### EXERCISE BRIEF
Search the records for "serif" and copy each line that holds it.

### RECORDS FOR THE TASK

=== Begin Enclosure ===

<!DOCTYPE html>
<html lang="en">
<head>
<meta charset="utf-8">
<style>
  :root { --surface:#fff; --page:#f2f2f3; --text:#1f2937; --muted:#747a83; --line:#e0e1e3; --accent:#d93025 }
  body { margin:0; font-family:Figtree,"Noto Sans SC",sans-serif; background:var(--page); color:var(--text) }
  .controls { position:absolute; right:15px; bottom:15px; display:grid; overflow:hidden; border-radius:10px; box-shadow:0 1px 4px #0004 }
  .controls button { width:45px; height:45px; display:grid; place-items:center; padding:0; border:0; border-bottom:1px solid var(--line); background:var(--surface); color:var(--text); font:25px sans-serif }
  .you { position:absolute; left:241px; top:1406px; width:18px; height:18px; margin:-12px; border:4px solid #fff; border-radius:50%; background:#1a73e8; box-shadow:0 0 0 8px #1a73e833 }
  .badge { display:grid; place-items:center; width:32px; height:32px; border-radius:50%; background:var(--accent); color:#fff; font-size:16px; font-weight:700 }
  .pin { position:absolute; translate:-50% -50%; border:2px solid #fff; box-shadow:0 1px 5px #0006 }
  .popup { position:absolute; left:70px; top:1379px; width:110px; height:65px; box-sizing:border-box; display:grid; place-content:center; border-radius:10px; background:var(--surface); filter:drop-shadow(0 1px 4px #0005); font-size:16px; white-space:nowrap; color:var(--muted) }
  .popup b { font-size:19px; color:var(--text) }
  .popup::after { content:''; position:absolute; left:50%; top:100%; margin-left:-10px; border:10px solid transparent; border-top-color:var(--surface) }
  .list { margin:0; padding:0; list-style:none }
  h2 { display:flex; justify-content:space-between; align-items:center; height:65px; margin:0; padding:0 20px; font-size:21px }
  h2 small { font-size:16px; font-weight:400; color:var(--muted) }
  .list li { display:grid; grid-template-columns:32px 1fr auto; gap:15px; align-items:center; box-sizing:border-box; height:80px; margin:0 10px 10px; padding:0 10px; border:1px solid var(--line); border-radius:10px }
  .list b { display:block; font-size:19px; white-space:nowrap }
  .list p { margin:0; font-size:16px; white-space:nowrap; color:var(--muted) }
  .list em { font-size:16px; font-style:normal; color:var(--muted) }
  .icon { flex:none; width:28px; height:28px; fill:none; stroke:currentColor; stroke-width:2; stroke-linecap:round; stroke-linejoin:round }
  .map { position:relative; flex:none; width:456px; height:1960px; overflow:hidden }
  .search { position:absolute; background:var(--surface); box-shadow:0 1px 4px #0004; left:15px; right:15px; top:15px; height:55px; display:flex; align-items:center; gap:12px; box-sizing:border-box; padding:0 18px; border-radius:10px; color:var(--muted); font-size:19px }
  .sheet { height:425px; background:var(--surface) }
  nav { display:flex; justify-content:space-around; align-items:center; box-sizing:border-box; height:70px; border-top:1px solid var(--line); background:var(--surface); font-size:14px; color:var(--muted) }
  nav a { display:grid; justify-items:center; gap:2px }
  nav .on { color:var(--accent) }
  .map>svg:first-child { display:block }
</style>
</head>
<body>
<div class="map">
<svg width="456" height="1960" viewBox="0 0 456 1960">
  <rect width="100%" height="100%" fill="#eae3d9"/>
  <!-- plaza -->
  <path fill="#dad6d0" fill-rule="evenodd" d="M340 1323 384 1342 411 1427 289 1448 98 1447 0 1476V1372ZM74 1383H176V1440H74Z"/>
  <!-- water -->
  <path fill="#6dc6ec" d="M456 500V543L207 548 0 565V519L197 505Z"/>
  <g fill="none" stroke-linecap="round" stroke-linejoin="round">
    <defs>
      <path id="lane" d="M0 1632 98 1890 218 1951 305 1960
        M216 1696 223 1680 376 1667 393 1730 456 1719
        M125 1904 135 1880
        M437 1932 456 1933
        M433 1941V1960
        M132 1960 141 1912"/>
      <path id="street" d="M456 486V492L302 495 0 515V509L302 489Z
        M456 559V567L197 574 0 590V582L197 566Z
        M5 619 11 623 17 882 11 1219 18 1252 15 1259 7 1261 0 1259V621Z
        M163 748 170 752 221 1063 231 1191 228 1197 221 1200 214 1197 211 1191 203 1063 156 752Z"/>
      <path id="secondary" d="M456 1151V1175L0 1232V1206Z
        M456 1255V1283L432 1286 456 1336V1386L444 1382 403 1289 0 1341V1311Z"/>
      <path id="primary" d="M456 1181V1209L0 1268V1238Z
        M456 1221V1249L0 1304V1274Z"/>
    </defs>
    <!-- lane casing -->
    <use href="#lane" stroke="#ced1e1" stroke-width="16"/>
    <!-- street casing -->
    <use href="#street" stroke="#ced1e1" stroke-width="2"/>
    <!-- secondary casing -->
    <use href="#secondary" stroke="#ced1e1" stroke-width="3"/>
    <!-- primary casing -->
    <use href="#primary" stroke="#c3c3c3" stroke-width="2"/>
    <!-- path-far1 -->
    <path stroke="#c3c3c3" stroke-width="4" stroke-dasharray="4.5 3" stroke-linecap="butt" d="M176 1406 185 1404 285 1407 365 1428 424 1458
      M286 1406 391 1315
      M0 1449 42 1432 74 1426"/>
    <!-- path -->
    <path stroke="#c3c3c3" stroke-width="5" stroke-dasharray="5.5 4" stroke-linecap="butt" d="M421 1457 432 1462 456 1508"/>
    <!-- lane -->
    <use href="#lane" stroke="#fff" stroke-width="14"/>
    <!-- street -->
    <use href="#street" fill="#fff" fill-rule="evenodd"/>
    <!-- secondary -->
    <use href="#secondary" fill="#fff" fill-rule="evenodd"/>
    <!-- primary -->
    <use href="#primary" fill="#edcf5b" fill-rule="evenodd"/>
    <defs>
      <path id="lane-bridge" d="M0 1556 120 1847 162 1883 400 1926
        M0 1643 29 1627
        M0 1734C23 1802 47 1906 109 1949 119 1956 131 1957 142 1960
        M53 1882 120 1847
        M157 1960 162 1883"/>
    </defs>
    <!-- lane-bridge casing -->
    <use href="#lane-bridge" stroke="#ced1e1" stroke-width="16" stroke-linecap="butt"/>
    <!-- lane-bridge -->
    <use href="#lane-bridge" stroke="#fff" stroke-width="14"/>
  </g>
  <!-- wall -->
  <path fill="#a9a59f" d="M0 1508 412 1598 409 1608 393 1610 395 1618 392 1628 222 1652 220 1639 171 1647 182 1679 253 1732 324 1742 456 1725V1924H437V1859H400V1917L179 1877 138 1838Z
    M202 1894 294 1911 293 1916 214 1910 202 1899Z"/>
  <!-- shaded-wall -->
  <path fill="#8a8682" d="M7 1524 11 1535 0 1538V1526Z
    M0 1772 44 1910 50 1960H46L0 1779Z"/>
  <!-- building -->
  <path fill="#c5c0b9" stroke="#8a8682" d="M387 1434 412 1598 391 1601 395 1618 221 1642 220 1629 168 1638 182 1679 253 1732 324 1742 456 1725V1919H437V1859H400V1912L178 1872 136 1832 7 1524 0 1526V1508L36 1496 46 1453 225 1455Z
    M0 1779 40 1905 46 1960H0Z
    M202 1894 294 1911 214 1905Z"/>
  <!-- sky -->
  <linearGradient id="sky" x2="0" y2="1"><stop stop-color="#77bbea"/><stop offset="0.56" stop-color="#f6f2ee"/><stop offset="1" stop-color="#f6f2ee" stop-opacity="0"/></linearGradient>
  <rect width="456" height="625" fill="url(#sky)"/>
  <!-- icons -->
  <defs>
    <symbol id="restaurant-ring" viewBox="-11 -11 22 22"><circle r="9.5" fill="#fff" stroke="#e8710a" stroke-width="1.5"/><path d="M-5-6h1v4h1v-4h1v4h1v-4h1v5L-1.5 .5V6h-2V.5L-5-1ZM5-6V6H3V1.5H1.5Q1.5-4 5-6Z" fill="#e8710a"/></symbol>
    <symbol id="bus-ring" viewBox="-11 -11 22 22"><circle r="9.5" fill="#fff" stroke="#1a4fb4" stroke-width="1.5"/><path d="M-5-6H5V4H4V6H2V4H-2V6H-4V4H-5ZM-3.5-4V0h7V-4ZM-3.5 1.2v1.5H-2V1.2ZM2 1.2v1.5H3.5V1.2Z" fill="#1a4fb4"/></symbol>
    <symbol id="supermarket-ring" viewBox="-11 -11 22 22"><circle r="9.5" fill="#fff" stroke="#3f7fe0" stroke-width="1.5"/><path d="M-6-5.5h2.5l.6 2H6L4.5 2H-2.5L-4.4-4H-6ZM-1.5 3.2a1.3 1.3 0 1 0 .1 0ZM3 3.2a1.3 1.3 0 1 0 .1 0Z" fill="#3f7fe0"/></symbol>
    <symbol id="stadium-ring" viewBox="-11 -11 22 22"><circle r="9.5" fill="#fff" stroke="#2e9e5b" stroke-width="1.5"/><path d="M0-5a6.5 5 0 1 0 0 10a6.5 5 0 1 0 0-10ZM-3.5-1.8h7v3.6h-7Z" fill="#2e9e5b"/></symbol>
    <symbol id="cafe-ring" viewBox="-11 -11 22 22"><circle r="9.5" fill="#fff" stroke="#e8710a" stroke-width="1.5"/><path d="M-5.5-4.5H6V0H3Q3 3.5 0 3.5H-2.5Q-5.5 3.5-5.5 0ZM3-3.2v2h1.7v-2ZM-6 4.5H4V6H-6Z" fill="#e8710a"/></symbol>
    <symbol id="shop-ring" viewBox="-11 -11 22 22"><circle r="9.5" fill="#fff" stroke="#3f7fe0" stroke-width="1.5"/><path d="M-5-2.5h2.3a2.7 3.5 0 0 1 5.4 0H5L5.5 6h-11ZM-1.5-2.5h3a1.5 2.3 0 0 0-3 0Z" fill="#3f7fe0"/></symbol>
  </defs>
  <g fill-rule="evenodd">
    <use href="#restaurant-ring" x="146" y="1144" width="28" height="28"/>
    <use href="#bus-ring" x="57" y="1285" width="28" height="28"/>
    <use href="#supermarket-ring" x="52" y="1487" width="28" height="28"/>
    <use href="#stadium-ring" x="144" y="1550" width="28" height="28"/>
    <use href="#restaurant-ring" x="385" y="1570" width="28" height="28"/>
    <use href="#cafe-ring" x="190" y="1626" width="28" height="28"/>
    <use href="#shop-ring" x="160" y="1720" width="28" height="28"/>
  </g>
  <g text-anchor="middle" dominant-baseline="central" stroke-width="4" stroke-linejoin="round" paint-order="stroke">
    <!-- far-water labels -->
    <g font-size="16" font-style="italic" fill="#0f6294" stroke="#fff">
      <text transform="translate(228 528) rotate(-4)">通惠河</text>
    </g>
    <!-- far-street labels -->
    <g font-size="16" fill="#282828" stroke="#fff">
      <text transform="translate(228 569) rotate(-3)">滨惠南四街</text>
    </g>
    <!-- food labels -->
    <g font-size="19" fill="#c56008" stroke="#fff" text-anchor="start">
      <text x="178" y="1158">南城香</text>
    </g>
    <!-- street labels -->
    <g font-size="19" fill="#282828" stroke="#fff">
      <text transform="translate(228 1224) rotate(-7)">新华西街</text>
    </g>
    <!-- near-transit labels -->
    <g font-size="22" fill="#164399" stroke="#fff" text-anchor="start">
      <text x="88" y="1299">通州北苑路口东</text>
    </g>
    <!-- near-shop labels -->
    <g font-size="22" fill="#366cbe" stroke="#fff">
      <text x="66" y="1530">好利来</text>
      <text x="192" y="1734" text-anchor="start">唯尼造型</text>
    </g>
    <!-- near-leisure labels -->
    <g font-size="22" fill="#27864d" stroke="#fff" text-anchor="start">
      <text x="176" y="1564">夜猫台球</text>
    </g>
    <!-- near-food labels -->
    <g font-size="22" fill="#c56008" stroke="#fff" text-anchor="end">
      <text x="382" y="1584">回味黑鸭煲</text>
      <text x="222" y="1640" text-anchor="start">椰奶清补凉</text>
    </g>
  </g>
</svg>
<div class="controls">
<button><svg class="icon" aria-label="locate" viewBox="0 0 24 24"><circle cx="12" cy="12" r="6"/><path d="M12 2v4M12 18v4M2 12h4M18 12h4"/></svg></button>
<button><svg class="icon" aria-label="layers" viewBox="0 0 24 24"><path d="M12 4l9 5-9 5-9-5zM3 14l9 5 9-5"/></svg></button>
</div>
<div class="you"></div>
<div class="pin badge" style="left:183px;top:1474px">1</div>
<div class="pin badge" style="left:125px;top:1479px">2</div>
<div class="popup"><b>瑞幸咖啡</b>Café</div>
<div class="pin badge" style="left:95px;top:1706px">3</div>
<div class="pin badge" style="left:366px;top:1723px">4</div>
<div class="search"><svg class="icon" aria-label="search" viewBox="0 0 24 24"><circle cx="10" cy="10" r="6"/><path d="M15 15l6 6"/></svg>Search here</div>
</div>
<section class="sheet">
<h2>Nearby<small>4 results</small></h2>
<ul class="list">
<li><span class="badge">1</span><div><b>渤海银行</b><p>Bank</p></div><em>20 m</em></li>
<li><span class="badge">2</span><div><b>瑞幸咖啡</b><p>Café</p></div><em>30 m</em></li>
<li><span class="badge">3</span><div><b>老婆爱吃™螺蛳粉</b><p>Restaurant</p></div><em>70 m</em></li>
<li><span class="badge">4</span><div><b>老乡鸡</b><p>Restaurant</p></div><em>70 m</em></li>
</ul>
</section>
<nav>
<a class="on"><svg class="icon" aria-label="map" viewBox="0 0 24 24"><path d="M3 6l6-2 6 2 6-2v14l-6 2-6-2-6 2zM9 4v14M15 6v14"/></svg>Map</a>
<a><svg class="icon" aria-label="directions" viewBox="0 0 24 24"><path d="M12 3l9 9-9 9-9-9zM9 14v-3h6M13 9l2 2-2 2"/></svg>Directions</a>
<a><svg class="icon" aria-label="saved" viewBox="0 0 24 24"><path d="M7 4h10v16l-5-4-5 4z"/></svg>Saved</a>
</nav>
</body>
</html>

=== End Enclosure ===

### ANSWER TO THIS TASK
  body { margin:0; font-family:Figtree,"Noto Sans SC",sans-serif; background:var(--page); color:var(--text) }
  .controls button { width:45px; height:45px; display:grid; place-items:center; padding:0; border:0; border-bottom:1px solid var(--line); background:var(--surface); color:var(--text); font:25px sans-serif }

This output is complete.